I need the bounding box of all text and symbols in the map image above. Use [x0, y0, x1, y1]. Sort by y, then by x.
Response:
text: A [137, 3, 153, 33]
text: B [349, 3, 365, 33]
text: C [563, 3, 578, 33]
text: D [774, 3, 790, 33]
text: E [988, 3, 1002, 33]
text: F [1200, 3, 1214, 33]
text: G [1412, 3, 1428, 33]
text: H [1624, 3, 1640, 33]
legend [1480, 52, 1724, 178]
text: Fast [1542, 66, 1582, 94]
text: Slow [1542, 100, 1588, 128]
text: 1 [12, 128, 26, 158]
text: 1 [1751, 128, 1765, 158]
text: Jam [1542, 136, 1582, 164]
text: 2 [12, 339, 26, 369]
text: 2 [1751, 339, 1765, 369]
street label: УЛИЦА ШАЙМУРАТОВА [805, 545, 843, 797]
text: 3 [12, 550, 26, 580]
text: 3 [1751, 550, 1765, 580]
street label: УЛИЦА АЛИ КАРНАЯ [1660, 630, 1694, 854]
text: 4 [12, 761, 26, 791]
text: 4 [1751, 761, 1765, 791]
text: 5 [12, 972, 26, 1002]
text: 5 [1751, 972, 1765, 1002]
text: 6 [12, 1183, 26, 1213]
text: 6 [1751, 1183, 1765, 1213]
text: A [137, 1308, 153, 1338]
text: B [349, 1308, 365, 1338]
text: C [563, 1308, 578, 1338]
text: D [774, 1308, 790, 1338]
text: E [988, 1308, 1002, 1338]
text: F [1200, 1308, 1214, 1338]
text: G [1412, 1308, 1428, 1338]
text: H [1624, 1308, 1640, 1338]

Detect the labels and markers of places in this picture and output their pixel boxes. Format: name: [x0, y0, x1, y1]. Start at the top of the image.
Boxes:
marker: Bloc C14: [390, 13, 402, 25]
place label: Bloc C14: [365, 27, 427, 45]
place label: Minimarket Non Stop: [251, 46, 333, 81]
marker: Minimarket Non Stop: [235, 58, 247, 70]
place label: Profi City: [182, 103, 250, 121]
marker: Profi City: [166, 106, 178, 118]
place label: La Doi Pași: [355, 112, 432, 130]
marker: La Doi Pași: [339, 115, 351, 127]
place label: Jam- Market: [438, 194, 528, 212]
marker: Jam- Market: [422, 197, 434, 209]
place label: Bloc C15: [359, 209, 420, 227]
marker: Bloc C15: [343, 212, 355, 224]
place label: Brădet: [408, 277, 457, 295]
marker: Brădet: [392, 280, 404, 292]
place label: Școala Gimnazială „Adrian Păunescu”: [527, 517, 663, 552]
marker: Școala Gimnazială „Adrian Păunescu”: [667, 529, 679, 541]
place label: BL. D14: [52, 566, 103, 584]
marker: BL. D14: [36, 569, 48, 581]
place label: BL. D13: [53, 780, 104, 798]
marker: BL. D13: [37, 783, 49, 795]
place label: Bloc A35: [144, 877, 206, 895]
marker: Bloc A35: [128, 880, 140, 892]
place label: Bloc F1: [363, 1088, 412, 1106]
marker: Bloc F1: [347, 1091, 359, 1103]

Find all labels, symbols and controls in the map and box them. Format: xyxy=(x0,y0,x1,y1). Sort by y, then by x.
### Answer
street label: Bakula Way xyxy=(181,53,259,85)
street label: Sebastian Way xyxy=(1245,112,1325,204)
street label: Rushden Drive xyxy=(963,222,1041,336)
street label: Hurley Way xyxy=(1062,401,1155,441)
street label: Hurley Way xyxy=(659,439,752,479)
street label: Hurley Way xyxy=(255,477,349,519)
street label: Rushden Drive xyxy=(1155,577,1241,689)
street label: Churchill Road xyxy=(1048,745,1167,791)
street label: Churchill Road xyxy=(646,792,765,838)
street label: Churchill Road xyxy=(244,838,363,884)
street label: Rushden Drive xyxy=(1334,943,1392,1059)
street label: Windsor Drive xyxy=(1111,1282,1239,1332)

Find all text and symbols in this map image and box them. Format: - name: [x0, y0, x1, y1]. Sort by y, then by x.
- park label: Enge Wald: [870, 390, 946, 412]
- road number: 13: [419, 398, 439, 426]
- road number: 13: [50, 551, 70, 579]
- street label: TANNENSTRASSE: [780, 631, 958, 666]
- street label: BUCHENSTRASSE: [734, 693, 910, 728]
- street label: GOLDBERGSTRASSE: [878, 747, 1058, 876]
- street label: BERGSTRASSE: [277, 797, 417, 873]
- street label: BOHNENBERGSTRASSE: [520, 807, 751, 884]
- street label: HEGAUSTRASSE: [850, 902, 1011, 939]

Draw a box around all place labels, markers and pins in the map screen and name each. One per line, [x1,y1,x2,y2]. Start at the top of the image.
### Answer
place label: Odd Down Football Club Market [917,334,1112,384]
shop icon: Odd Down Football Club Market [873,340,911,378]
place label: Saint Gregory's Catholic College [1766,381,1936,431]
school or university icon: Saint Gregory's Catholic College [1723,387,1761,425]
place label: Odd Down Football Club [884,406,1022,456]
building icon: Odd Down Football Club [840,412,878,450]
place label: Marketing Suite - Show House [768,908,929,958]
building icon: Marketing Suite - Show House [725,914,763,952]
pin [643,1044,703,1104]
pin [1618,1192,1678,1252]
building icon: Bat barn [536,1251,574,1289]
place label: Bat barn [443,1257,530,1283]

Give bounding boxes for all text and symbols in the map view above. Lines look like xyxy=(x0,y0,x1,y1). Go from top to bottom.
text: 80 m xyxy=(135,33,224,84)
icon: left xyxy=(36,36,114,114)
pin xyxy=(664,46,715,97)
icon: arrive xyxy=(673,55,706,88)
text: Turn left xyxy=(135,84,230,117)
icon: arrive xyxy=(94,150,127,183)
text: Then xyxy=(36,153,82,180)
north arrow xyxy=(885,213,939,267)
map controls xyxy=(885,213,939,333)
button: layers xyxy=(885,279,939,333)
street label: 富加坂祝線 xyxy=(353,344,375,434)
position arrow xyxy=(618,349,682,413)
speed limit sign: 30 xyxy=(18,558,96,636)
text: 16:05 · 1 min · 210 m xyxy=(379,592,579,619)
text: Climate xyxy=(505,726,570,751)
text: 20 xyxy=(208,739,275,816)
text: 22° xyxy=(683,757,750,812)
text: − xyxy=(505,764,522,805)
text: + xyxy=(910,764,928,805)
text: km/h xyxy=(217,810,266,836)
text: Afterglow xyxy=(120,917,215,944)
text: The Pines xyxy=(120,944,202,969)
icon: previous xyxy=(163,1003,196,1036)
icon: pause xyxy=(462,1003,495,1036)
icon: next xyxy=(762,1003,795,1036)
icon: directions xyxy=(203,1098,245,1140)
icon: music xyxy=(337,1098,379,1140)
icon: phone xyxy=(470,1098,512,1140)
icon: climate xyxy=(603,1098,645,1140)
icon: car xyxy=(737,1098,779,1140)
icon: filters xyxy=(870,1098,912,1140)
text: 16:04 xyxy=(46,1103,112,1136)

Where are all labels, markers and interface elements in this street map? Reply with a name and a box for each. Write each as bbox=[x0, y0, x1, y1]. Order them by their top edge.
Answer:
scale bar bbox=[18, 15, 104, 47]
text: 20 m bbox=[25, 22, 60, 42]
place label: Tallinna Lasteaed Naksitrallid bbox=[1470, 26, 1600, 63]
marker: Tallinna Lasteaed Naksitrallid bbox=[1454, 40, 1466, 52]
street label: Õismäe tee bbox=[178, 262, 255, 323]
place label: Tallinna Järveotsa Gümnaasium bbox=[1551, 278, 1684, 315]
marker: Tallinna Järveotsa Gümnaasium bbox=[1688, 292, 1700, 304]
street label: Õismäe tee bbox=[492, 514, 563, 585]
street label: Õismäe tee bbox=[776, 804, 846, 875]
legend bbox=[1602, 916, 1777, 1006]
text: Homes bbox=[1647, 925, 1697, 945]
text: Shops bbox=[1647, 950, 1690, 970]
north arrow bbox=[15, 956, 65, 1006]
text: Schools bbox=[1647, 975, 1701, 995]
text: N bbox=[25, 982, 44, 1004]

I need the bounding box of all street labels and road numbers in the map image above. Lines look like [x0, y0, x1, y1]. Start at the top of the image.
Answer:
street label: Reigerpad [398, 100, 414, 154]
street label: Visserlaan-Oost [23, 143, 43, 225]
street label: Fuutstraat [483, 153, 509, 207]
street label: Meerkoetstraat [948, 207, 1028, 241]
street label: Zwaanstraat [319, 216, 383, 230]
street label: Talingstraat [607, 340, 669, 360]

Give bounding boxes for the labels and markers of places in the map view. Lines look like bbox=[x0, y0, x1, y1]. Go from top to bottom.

**Task instructions**
Check each line of the material for the string "need" and state how many lines contain it, with only the number as the answer.

**Worked solution**
2